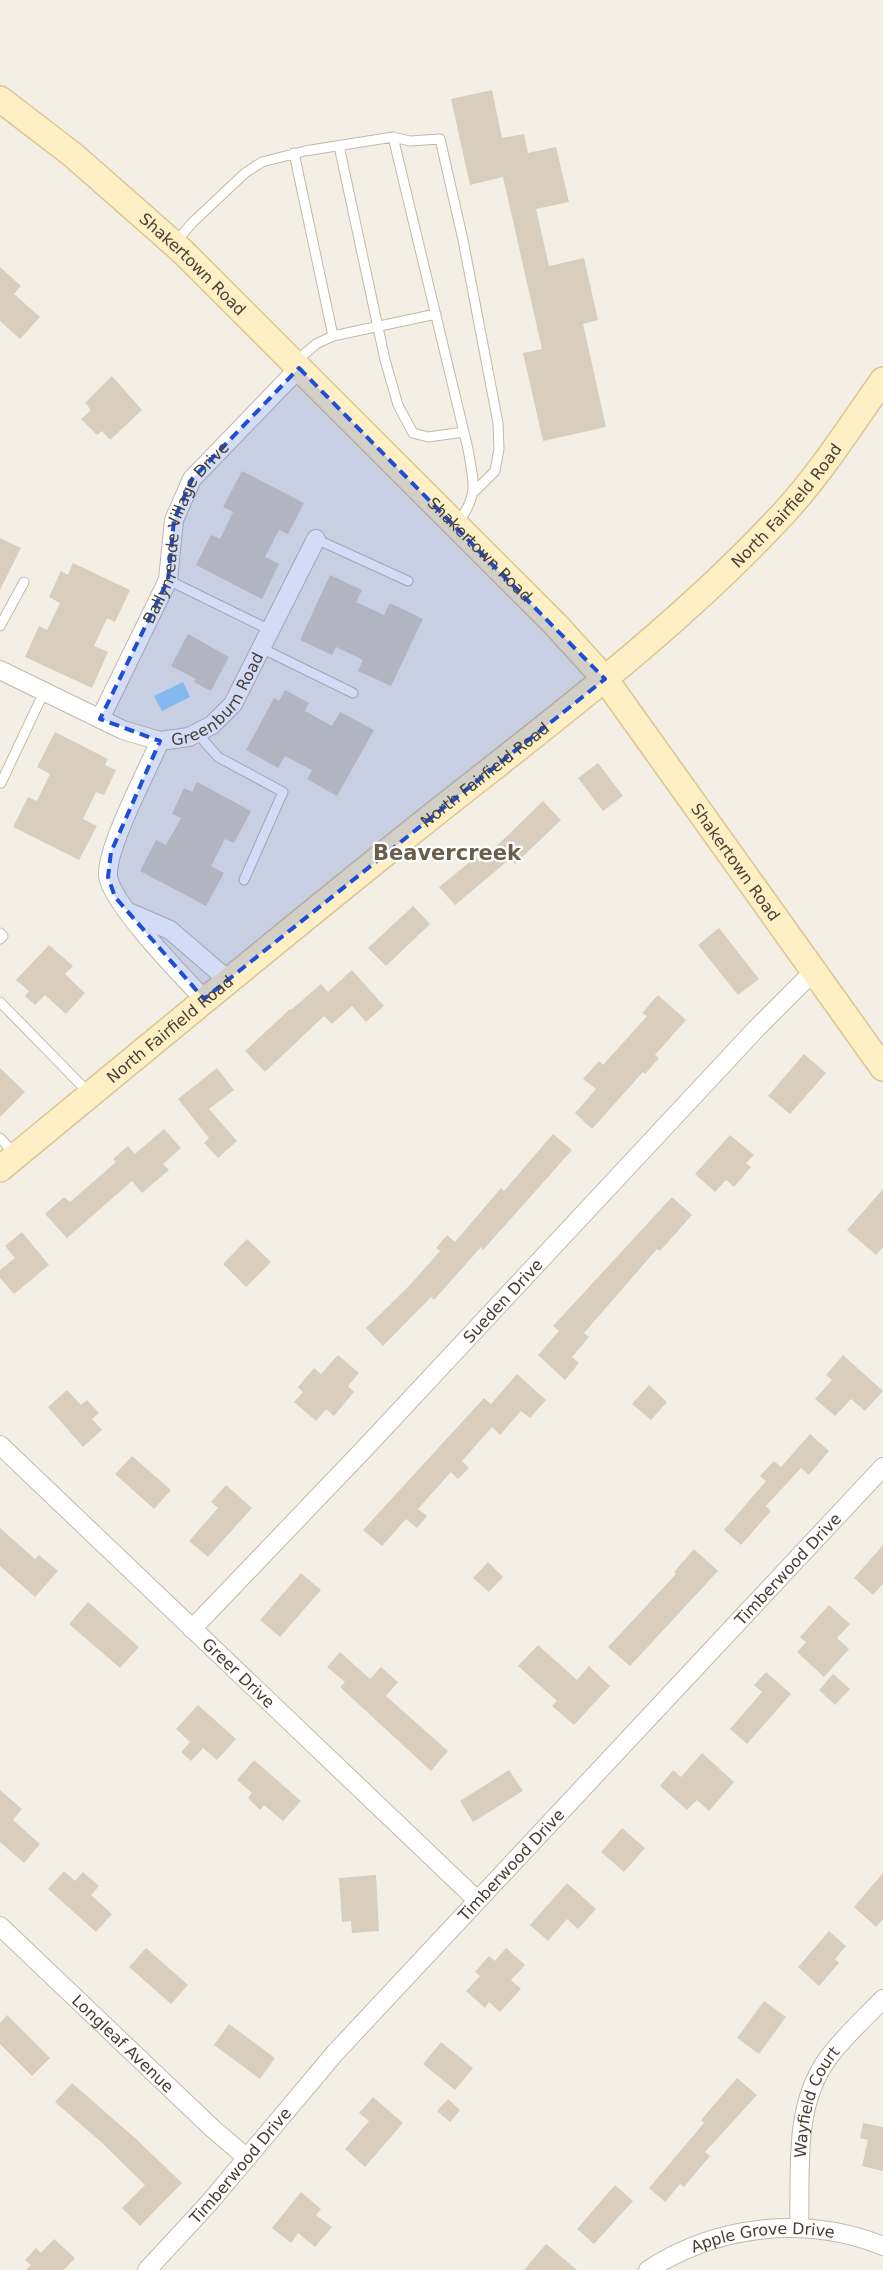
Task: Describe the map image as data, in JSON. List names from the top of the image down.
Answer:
{
  "streets": {
    "street": [
      "Shakertown Road",
      "North Fairfield Road",
      "Ballymeade Village Drive",
      "Greenburn Road",
      "Sueden Drive",
      "Timberwood Drive",
      "Greer Drive",
      "Longleaf Avenue",
      "Wayfield Court",
      "Apple Grove Drive"
    ]
  },
  "crossings": [
    ["Shakertown Road", "North Fairfield Road"],
    ["Shakertown Road", "Ballymeade Village Drive"],
    ["Shakertown Road", "Sueden Drive"],
    ["Ballymeade Village Drive", "Greenburn Road"],
    ["Sueden Drive", "Greer Drive"],
    ["Timberwood Drive", "Greer Drive"],
    ["Timberwood Drive", "Longleaf Avenue"],
    ["Wayfield Court", "Apple Grove Drive"]
  ],
  "districts": ["Beavercreek"]
}
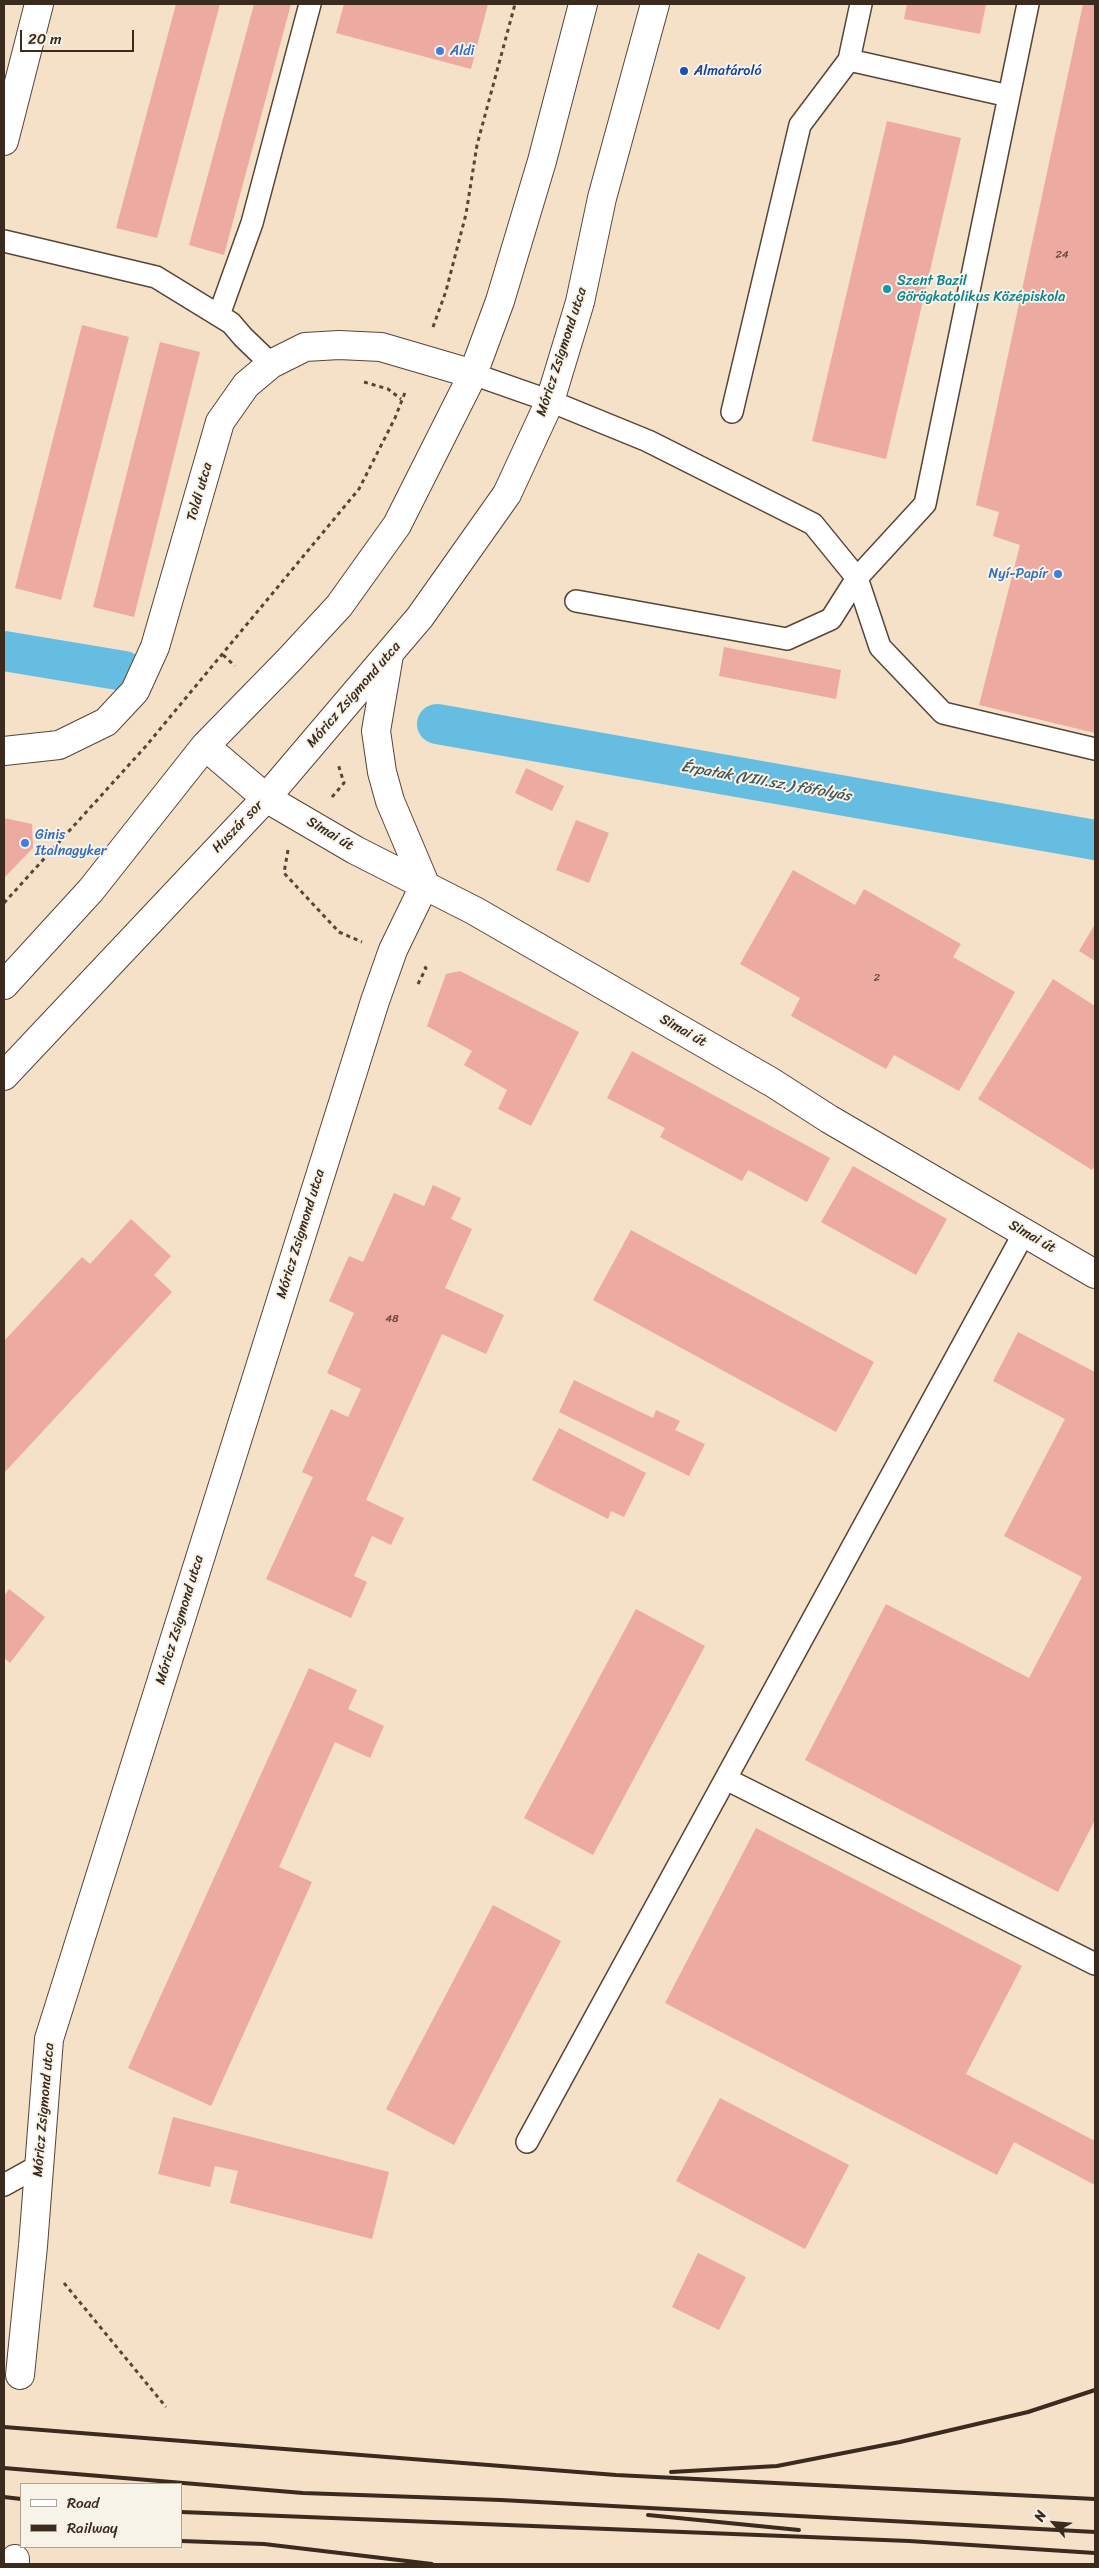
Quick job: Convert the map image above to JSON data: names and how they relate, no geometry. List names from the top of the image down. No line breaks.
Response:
{"streets":{"main road":["Móricz Zsigmond utca","Toldi utca","Huszár sor","Simai út"]},"crossings":[["Móricz Zsigmond utca","Huszár sor"],["Móricz Zsigmond utca","Simai út"],["Huszár sor","Simai út"]],"water":["Érpatak (VIII.sz.) főfolyás"],"places":["Aldi","Almatároló","Szent Bazil Görögkatolikus Középiskola","Nyí-Papír","Ginis Italnagyker"],"house_numbers":["24","2","48"],"legend":["Road","Railway"],"scale_bar":"20 m","north":"top left"}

▸ Task prompt
Will you restate every entry word for word and omit the images?

▸ Your solution
Task: Describe the map image as data, in JSON. List names from the top of the image down.
Answer:
{
  "streets": {
    "street": [
      "Shakertown Road",
      "North Fairfield Road",
      "Ballymeade Village Drive",
      "Greenburn Road",
      "Sueden Drive",
      "Timberwood Drive",
      "Greer Drive",
      "Longleaf Avenue",
      "Wayfield Court",
      "Apple Grove Drive"
    ]
  },
  "crossings": [
    ["Shakertown Road", "North Fairfield Road"],
    ["Shakertown Road", "Ballymeade Village Drive"],
    ["Shakertown Road", "Sueden Drive"],
    ["Ballymeade Village Drive", "Greenburn Road"],
    ["Sueden Drive", "Greer Drive"],
    ["Timberwood Drive", "Greer Drive"],
    ["Timberwood Drive", "Longleaf Avenue"],
    ["Wayfield Court", "Apple Grove Drive"]
  ],
  "districts": ["Beavercreek"]
}
Quick job: Convert the map image above to JSON data: names and how they relate, no geometry. List names from the top of the image down. No line breaks.
Response:
{"streets":{"main road":["Móricz Zsigmond utca","Toldi utca","Huszár sor","Simai út"]},"crossings":[["Móricz Zsigmond utca","Huszár sor"],["Móricz Zsigmond utca","Simai út"],["Huszár sor","Simai út"]],"water":["Érpatak (VIII.sz.) főfolyás"],"places":["Aldi","Almatároló","Szent Bazil Görögkatolikus Középiskola","Nyí-Papír","Ginis Italnagyker"],"house_numbers":["24","2","48"],"legend":["Road","Railway"],"scale_bar":"20 m","north":"top left"}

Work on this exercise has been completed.